# TASK DIRECTIONS:
Could you filter the records below and return each line that holds "nowrap"?

# EXERCISE DATA:
___

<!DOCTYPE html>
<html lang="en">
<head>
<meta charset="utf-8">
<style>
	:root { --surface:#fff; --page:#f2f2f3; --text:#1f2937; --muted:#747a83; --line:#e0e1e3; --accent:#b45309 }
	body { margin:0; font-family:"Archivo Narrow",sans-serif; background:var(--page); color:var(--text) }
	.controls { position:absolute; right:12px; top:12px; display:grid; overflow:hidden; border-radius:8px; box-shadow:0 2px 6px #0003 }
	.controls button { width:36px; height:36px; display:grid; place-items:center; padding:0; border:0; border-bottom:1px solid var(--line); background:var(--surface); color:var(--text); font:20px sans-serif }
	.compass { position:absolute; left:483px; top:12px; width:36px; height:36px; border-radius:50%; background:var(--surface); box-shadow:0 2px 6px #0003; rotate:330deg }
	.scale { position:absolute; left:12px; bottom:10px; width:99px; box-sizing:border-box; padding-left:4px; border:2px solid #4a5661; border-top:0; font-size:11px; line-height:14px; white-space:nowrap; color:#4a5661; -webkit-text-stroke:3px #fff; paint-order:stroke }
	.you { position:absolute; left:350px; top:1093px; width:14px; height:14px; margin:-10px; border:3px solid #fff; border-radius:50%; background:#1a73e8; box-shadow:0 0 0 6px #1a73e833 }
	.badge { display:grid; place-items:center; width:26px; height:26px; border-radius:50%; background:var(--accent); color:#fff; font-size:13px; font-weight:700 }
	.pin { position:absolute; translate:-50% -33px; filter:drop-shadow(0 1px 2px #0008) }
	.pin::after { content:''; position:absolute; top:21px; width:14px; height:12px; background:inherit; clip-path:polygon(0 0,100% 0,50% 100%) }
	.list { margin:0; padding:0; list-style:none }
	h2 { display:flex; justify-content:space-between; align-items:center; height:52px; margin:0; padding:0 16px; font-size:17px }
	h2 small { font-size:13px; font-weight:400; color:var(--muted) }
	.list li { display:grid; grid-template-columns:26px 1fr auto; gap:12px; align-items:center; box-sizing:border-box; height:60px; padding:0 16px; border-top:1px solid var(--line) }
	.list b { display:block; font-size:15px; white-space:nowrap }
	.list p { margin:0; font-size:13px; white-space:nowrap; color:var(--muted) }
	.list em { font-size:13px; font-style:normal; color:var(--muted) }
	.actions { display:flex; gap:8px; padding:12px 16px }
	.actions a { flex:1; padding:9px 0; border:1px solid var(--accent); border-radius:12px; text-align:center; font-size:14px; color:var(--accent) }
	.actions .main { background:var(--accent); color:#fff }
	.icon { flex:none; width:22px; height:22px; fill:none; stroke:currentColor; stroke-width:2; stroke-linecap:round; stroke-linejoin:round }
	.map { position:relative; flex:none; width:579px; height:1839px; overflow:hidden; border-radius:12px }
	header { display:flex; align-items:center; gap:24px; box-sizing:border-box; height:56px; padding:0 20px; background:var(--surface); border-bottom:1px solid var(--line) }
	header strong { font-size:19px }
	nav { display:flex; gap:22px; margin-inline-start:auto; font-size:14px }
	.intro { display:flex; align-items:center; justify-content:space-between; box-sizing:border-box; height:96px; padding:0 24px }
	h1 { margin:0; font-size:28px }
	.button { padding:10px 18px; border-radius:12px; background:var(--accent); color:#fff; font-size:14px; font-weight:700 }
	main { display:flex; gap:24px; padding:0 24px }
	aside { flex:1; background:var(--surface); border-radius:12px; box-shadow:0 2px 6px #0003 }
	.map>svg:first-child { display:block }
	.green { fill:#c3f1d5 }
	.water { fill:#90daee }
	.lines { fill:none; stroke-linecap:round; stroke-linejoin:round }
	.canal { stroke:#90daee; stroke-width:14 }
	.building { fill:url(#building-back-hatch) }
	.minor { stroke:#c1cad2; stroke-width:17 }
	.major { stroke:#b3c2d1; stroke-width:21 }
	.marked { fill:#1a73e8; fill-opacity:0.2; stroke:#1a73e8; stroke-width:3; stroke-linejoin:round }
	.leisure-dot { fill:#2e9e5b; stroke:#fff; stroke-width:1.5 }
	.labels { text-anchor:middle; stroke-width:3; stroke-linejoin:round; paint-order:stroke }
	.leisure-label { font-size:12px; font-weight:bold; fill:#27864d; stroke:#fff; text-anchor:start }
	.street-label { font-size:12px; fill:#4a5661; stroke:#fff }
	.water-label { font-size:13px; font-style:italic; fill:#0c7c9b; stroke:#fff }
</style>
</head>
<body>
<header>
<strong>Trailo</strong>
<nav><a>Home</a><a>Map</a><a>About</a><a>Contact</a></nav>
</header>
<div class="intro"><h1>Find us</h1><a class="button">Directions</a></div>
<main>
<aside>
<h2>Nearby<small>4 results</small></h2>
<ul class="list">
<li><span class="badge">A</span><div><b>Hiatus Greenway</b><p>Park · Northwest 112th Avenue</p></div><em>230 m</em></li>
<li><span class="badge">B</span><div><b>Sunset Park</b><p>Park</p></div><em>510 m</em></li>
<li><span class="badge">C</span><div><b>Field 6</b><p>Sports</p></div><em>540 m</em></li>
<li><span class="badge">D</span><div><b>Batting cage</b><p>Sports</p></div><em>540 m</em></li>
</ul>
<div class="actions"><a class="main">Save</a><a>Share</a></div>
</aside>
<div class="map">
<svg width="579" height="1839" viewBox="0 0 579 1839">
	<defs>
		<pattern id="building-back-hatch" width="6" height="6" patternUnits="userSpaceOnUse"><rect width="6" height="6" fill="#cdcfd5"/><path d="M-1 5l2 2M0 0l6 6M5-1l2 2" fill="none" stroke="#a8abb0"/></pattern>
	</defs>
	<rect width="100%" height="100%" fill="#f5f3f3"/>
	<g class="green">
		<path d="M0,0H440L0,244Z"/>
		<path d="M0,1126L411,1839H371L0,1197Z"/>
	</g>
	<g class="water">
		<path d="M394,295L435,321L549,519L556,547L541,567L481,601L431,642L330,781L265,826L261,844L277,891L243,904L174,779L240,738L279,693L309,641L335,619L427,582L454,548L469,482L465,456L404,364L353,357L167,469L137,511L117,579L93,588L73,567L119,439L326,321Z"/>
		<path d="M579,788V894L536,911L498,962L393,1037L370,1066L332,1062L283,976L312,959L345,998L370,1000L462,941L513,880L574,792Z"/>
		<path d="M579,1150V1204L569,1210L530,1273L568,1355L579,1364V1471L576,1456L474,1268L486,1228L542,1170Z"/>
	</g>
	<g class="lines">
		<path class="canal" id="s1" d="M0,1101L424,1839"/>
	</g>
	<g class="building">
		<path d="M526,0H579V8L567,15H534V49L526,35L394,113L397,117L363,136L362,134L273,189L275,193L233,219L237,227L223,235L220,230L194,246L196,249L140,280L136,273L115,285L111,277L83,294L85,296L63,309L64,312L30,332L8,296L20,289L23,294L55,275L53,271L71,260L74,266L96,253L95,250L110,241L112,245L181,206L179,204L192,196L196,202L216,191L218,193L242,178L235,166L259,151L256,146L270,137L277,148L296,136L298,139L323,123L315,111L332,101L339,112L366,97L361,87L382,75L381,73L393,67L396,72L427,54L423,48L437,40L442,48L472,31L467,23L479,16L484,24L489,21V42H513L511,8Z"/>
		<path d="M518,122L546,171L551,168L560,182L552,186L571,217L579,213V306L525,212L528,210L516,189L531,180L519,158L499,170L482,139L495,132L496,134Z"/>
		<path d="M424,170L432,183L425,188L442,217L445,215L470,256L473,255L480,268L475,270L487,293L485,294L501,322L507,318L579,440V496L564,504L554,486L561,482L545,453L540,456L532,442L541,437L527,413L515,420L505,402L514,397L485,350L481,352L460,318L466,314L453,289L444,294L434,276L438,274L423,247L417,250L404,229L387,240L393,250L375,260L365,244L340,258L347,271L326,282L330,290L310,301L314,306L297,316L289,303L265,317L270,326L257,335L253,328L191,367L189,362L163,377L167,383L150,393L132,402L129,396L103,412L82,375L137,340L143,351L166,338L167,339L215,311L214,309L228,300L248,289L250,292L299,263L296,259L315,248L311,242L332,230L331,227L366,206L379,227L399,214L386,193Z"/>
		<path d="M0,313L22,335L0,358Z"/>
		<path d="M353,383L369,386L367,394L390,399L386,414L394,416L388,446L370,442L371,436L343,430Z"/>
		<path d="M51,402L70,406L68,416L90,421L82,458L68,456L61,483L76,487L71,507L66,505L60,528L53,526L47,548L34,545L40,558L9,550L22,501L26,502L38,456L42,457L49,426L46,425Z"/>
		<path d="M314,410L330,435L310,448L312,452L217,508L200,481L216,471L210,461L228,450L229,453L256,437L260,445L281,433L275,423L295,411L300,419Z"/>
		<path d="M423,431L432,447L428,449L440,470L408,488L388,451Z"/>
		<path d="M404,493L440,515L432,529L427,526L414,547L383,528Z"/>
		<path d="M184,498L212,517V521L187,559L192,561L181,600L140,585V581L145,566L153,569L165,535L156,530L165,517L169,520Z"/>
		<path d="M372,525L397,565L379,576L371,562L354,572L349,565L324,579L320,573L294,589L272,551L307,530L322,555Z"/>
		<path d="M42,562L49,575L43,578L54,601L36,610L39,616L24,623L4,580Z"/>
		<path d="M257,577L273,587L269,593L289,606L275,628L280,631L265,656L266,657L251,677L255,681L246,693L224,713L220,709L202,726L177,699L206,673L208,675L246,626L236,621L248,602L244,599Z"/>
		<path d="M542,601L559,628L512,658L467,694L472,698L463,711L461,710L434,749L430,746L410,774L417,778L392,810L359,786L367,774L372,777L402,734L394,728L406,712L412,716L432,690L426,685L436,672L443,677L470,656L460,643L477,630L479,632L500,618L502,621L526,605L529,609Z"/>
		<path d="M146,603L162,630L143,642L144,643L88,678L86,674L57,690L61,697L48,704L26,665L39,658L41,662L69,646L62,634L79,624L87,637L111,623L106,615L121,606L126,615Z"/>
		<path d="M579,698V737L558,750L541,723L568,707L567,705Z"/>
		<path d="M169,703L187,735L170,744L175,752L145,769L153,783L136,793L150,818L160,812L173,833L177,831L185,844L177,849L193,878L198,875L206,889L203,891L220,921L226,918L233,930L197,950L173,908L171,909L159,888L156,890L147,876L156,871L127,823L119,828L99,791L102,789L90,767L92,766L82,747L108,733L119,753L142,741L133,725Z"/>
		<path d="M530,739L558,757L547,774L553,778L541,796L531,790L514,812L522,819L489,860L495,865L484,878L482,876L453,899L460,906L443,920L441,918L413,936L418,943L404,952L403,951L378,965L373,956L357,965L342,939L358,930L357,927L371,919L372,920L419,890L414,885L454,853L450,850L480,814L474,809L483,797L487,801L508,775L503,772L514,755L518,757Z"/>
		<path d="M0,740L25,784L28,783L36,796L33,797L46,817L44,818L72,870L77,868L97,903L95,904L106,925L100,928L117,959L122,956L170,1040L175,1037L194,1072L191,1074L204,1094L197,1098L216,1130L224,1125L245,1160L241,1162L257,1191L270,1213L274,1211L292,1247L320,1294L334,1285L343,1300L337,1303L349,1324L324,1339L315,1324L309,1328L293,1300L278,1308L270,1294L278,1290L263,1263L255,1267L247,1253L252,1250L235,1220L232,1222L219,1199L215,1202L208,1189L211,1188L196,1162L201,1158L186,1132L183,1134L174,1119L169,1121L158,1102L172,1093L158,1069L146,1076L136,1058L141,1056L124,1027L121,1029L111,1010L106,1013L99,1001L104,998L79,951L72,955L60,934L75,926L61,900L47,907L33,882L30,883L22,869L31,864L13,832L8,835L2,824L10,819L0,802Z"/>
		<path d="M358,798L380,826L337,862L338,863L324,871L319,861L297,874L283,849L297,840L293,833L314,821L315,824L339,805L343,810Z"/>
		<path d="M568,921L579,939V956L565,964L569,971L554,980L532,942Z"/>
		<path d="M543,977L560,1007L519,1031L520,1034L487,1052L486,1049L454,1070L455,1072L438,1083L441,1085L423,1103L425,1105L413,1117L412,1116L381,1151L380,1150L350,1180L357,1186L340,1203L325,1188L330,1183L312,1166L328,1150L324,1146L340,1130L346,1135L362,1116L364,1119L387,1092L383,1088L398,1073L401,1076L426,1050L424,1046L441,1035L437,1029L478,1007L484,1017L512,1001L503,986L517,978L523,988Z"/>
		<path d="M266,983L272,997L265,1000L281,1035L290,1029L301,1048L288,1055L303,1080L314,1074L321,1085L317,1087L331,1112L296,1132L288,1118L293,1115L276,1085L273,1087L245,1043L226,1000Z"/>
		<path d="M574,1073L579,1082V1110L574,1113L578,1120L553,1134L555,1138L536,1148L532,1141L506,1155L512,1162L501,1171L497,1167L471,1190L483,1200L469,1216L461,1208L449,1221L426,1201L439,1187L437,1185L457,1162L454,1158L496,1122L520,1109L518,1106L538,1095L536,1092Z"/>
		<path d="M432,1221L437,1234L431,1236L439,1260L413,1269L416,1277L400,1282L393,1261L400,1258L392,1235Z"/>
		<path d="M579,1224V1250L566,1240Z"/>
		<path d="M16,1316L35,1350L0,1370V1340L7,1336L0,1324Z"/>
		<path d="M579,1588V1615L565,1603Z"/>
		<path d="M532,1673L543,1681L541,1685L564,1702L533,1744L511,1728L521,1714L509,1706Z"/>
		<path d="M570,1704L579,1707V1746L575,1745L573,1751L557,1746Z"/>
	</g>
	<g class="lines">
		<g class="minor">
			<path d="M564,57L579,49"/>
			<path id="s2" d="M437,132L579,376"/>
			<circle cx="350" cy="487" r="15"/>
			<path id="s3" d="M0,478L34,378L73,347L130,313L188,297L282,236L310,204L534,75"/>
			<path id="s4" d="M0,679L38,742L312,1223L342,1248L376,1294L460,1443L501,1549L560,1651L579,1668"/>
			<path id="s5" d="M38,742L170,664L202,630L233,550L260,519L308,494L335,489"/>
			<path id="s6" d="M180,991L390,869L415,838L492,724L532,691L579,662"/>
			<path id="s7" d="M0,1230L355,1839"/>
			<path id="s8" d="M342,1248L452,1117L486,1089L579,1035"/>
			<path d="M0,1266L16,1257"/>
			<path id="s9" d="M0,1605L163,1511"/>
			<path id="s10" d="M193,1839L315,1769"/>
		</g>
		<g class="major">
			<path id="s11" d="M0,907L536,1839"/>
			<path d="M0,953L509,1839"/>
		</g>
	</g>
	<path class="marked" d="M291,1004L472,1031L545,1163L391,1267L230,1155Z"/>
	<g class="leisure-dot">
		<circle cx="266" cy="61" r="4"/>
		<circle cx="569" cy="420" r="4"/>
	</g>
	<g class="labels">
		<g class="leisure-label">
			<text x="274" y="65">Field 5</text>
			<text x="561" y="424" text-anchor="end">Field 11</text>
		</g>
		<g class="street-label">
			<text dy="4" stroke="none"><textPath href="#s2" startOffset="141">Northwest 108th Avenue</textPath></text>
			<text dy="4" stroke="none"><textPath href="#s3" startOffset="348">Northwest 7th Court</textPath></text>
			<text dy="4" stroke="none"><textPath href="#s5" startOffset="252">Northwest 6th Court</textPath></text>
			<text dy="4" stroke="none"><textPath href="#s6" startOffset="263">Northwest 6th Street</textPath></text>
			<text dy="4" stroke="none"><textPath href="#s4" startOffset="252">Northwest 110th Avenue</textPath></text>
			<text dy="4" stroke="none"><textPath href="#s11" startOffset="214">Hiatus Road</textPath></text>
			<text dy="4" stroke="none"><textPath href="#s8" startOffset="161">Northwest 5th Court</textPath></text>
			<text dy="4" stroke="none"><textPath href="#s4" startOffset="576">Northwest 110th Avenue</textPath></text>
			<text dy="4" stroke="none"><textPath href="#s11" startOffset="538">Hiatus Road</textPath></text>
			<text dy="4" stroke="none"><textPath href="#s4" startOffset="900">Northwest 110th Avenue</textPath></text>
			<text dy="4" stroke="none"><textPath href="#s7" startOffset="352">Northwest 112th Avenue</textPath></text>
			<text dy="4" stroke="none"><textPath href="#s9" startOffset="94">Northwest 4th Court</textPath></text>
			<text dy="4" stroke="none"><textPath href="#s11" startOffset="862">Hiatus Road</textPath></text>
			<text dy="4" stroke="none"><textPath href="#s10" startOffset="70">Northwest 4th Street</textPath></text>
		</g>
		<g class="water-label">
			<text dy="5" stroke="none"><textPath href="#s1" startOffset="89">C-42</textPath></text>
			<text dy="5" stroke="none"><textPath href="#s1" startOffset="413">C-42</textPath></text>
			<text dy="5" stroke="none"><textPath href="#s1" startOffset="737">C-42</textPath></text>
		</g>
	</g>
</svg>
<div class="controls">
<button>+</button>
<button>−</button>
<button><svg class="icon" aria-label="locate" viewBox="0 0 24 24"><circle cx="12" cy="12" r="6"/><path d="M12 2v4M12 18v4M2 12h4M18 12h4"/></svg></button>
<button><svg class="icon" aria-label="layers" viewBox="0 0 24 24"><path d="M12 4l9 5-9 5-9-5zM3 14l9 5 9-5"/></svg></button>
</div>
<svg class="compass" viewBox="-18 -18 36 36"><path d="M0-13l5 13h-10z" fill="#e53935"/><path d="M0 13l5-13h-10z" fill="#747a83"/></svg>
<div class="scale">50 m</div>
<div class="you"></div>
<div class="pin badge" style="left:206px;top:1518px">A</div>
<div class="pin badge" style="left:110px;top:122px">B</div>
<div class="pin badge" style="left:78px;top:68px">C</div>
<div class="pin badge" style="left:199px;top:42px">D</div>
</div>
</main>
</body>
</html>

___

# THE COMPLETED TASK:
	.scale { position:absolute; left:12px; bottom:10px; width:99px; box-sizing:border-box; padding-left:4px; border:2px solid #4a5661; border-top:0; font-size:11px; line-height:14px; white-space:nowrap; color:#4a5661; -webkit-text-stroke:3px #fff; paint-order:stroke }
	.list b { display:block; font-size:15px; white-space:nowrap }
	.list p { margin:0; font-size:13px; white-space:nowrap; color:var(--muted) }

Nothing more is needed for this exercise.